An XForm script, or query, is composed of a series of one or more comma-separated
expressions, each returning a sequence of tree items. If the query is composed
of a single expression, its result is the value of the expression. However,
if a query is composed of more than one expression, its result will be a list
of the values of each expression (a list of lists). Note that internally, the
query engine implicitly flattens all lists of lists.
It is also important to note that the result of each expression in a list
of expressions provides the focus (discussed below) for the expression that
follows it
Path Expressions
All XForm expressions generate ordered sets of tree items, called sequences
A tree item may be a node within the AST, a string, or null . Nested
sequences are not permitted.
The most basic expression in XForm is the path expression. A path expression
produces a sequence of all items in an AST that conform to a specified template.
The format of a path expression template is:
Path expression<- "/" RelativePathExpression?
/ "inside_out"? "//" RelativePathExpression
/ RelativePathExpression
RelativePathExpression <- RelativePathExpression ("/" / "//") StepExpression
/ StepExpression
StepExpression <- ItemTest PredicateList / ".."
ItemTest <- PrimaryExpression / Identifier / "*"
PredicateList <- Predicate*
Predicate <- "[" (IntegerLiteral / Expression / FunctionCall ) "]"
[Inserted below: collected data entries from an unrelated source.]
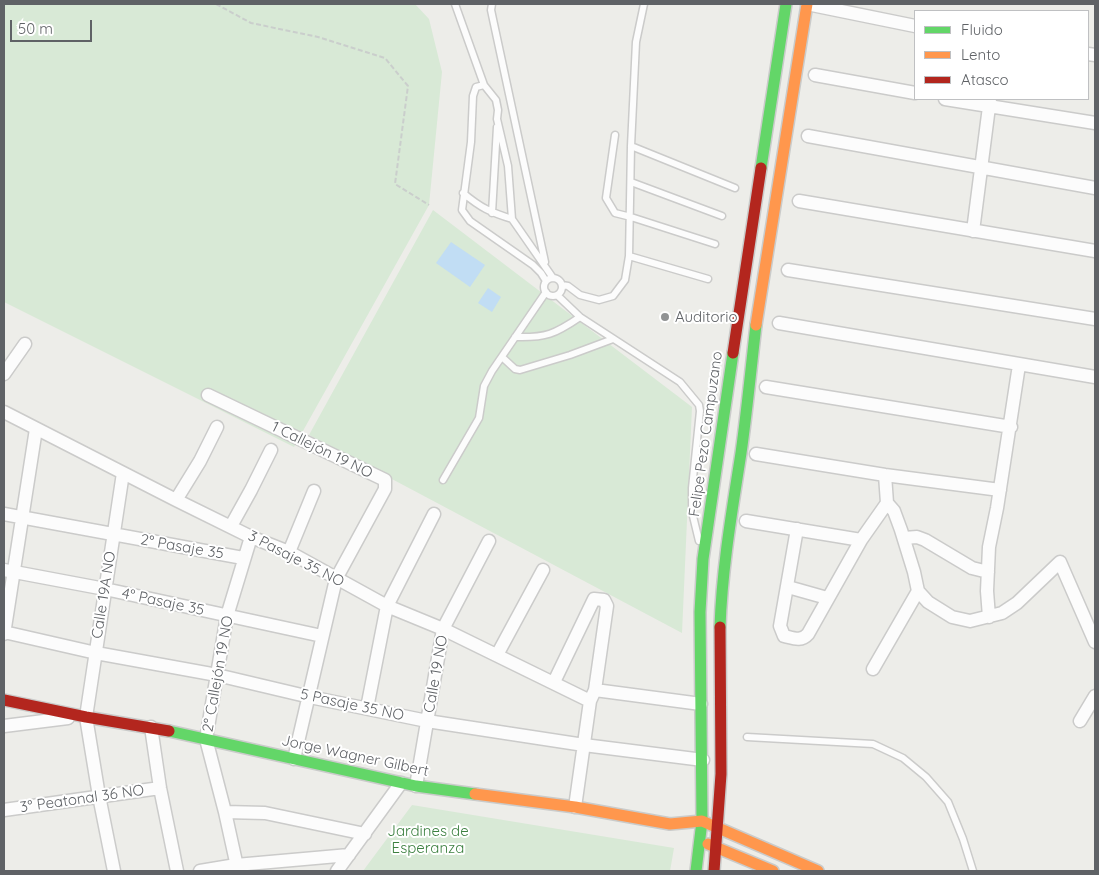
<!DOCTYPE html>
<meta charset="utf-8">
<style>
body{margin:0}
#map{position:relative;width:1099px;height:875px;overflow:hidden;background:#edede9;font-family:Quicksand,sans-serif}
canvas{display:block}
.frame{position:absolute;inset:0;border:5px solid #5f6266;pointer-events:none}
.legend{position:absolute;left:914px;top:10px;width:175px;height:90px;box-sizing:border-box;background:#fff;border:1px solid #bfc0c2;margin:0;padding:6px 9px;list-style:none;font-size:15px;color:#5f6266}
.legend li{display:flex;align-items:center;gap:10px;height:25px}
.legend b{width:25px;border:1px solid #bfc0c2}
.scale{position:absolute;left:10px;top:20px;width:82px;height:22px;box-sizing:border-box;border:2px solid #5f6266;border-top:0;padding-left:6px;font-size:15px;line-height:18px;white-space:nowrap;color:#5f6266;-webkit-text-stroke:4px #fff;paint-order:stroke}
</style>
<div id="map">
<canvas width="1099" height="875"></canvas>
<div class="frame"></div>
<ul class="legend">
<li><b style="height:6px;background:#63d668"></b>Fluido</li>
<li><b style="height:6px;background:#ff974d"></b>Lento</li>
<li><b style="height:6px;background:#b3261e"></b>Atasco</li>
</ul>
<div class="scale">50 m</div>
</div>
<script>
const g = document.querySelector('canvas').getContext('2d');
g.lineJoin = 'round';
function paint(path, color) {
  g.fillStyle = color;
  g.fill(path, 'evenodd');
}
function strokePath(path, color, width, dash) {
  g.strokeStyle = color;
  g.lineWidth = width;
  g.lineCap = dash ? 'butt' : 'round';
  g.setLineDash(dash || []);
  g.stroke(path);
}
function write(font, color, halo, rows, align = 'center') {
  g.font = font + ' Quicksand,sans-serif';
  g.lineWidth = 4;
  g.setLineDash([]);
  g.textBaseline = 'middle';
  g.strokeStyle = halo;
  g.fillStyle = color;
  for (const [text, x, y, turn = 0] of rows) {
    g.save();
    g.translate(x, y);
    g.rotate((+turn || 0) * Math.PI / 180);
    g.textAlign = isNaN(turn) ? turn : align;
    if (halo) g.strokeText(text, 0, 0);
    g.fillText(text, 0, 0);
    g.restore();
  }
}
paint(new Path2D(`
 M 4,4 L 415,4 L 429,19 L 442,72 L 429,205 L 294,447 L 4,302 Z
 M 433,210 L 692,407 L 682,633 L 309,435 Z
 M 412,805 L 674,848 L 670,871 L 363,871 Z`), '#d8e9d6');
paint(new Path2D(`
 M 451,242 L 485,265 L 470,287 L 436,263 Z
 M 488,288 L 501,297 L 492,312 L 478,303 Z`), '#c1ddf4');
const lane = new Path2D(`
 M 455,4 L 484,85 L 496,100 L 498,110 L 497,119 L 508,166 L 512,219 L 553,278
 M 492,4 L 491,10 L 545,262
 M 484,85 L 476,87 L 473,96 L 471,142 L 462,210 L 470,221 L 533,265 L 541,273 L 546,281
 M 615,135 L 606,198 L 615,213 L 631,217 L 715,244
 M 631,146 L 735,188
 M 631,182 L 722,216
 M 463,193 C 481,208 490,212 512,219
 M 492,213 L 497,127
 M 629,256 L 708,279
 M544 287a9 9 0 1 1 18 0a9 9 0 1 1-18 0Z
 M 562,285 L 568,286 L 580,295 L 599,300 L 613,296 L 625,280 L 629,256 L 631,146 L 636,42 L 644,4
 M 557,295 L 580,317 L 680,382 L 699,405 L 700,411 L 692,488 L 692,512 L 699,541
 M 515,337 C 546,338 555,334 580,317
 M 502,357 L 515,369 L 520,370 L 570,355 L 613,339
 M 443,480 L 479,418 L 484,386 L 492,371 L 546,292
 M 747,737 L 873,744 L 903,758 L 926,777 L 948,802 L 963,839 L 973,871`);
const street = new Path2D(`
 M 807,4 L 915,26
 M 1088,54 L 1095,55
 M 815,75 L 915,93
 M 945,99 L 1095,123
 M 808,136 L 1095,188
 M 799,201 L 1095,251
 M 973,231 L 990,99
 M 788,270 L 1095,319
 M 779,323 L 1095,377
 M 4,374 L 25,344
 M 766,387 L 1011,427
 M 208,395 L 385,480 L 385,489 L 336,579 L 294,759
 M 4,412 L 176,500 L 251,537 L 289,552 L 387,606 L 443,629 L 590,701
 M 756,454 L 885,475 L 1000,490
 M 885,475 L 887,503 L 894,511 L 901,530 L 914,572 L 918,591 L 928,602 L 952,617 L 970,621 L 1002,613 L 1017,603 L 1060,562 L 1095,642
 M 176,500 L 200,461 L 217,427
 M 4,514 L 243,558
 M 746,521 L 861,540
 M 231,526 L 251,490 L 271,450
 M 797,529 L 780,626 L 784,636 C 793,638 801,642 808,634 L 861,540 L 887,503
 M 904,538 L 917,537 L 925,540 L 972,568 L 988,572
 M 289,552 L 314,491
 M 4,570 L 105,589 L 322,636
 M 788,587 L 827,598
 M 989,617 L 987,591 L 989,547 L 997,508 L 1019,365
 M 4,632 L 96,653 L 217,675 L 310,697 L 427,721 L 584,745 L 703,760
 M 4,634 L 36,429
 M 497,655 L 543,570
 M 873,669 L 918,591
 M 554,682 L 594,599 L 604,600 L 607,606 L 595,690 L 590,701 L 575,807
 M 595,690 L 701,704
 M 367,708 L 387,606 L 434,514
 M 1080,721 L 1095,696
 M 4,726 L 68,718
 M 151,727 L 160,788 L 177,871
 M 416,786 L 443,629 L 489,541
 M 4,810 L 160,788
 M 225,812 L 265,813 L 365,834
 M 114,871 L 99,796 L 86,717 L 123,473
 M 200,871 L 236,865 L 349,855
 M 238,871 L 225,812 L 206,739 L 227,616 L 251,537
 M 337,871 L 401,783`);
const fast = new Path2D(`
 M 761,168 L 786,4
 M 720,627 C 722,568 732,511 741,453 C 747,411 751,368 756,325
 M 169,731 L 416,786 L 475,794
 M 696,871 L 702,821 L 700,612 L 703,559 L 733,353`);
const slow = new Path2D(`
 M 756,325 L 807,4
 M 475,794 L 575,807 L 670,824 L 702,821 L 818,871
 M 708,844 L 773,871`);
const jam = new Path2D(`
 M 733,353 L 761,168
 M 4,700 L 86,717 L 169,731
 M 714,871 L 721,774 L 720,627`);
strokePath(lane, '#cbcbca', 9);
strokePath(street, '#cbcbca', 15);
strokePath(fast, '#cacbca', 14);
strokePath(slow, '#cacbca', 14);
strokePath(jam, '#cacbca', 14);
strokePath(new Path2D(`
 M 216,4 L 251,23 L 318,37 L 385,58 L 408,86 L 395,184 L 429,205`), '#cacecc', 2, [5, 2.5]);
strokePath(lane, '#fcfcfc', 6);
strokePath(street, '#fcfcfc', 12);
strokePath(fast, '#63d668', 11);
strokePath(slow, '#ff974d', 11);
strokePath(jam, '#b3261e', 11);
for (const [x, y, r, color] of [
 [665,317,5,"#919394"]
]) {
  const dot = new Path2D();
  dot.arc(x, y, r, 0, 2 * Math.PI);
  g.fillStyle = color;
  g.fill(dot);
  strokePath(dot, '#fff', 2);
}
write('15px', '#5f6266', '#fff', [
 ["Auditorio",675,317]
], 'left');
write('15px', '#5f6266', '#fff', [
 ["Felipe Pezo Campuzano",706,434,-82],
 ["1 Callejón 19 NO",322,450,26],
 ["2° Pasaje 35",182,547,10],
 ["3 Pasaje 35 NO",296,559,27],
 ["Calle 19A NO",104,595,-81],
 ["4° Pasaje 35",163,602,12],
 ["2° Callejón 19 NO",218,674,-80],
 ["Calle 19 NO",436,674,-80],
 ["5 Pasaje 35 NO",352,705,12],
 ["Jorge Wagner Gilbert",355,756,12],
 ["3° Peatonal 36 NO",82,799,-8]
]);
write('15px', '#3c8040', '#fff', [
 ["Jardines de",428,831],
 ["Esperanza",428,848]
]);
</script>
PrimaryExpression <- "." / StringLiteral / VariableReference / FunctionCall
/ ParenthesizedExpression
The template begins with an optional path specifier - the initial focus of
an expression. The focus of an expression can be thought of as the environment
that an expression is evaluated in - it represents the context for each step
of an expression. So in E1/E2 or E1 [E2] , the value
of E1 is computed, which then acts as the focus for computing the
value of E2 .
If the specifier is / , then the search will take place relative
to the AST root. For example, the template/FOO/BAR will return
all BAR nodes whose parent is a FOO node and whose
grandparent is the AST root node. If the specifier is // , then
all items that satisfy the template will be considered (so //FOO
will collect all FOO nodes in the AST). If the keyword inside_out
is prepended to a path expression using // , items will be chosen
based on a bottom-up, breadth-first traversal of the AST. If the path specifier
is omitted, then the nodes collected will have to be relative to the first step
expression in the template (so $x/FOO will collect all FOO
children of the nodes in the sequence $x ). If a step expressions
are separated by// , the latter expression will be matched against
all descendents of the former, rather than just its children. (So, //FOO//BAR
will collect all FOO descendents of all BAR nodes).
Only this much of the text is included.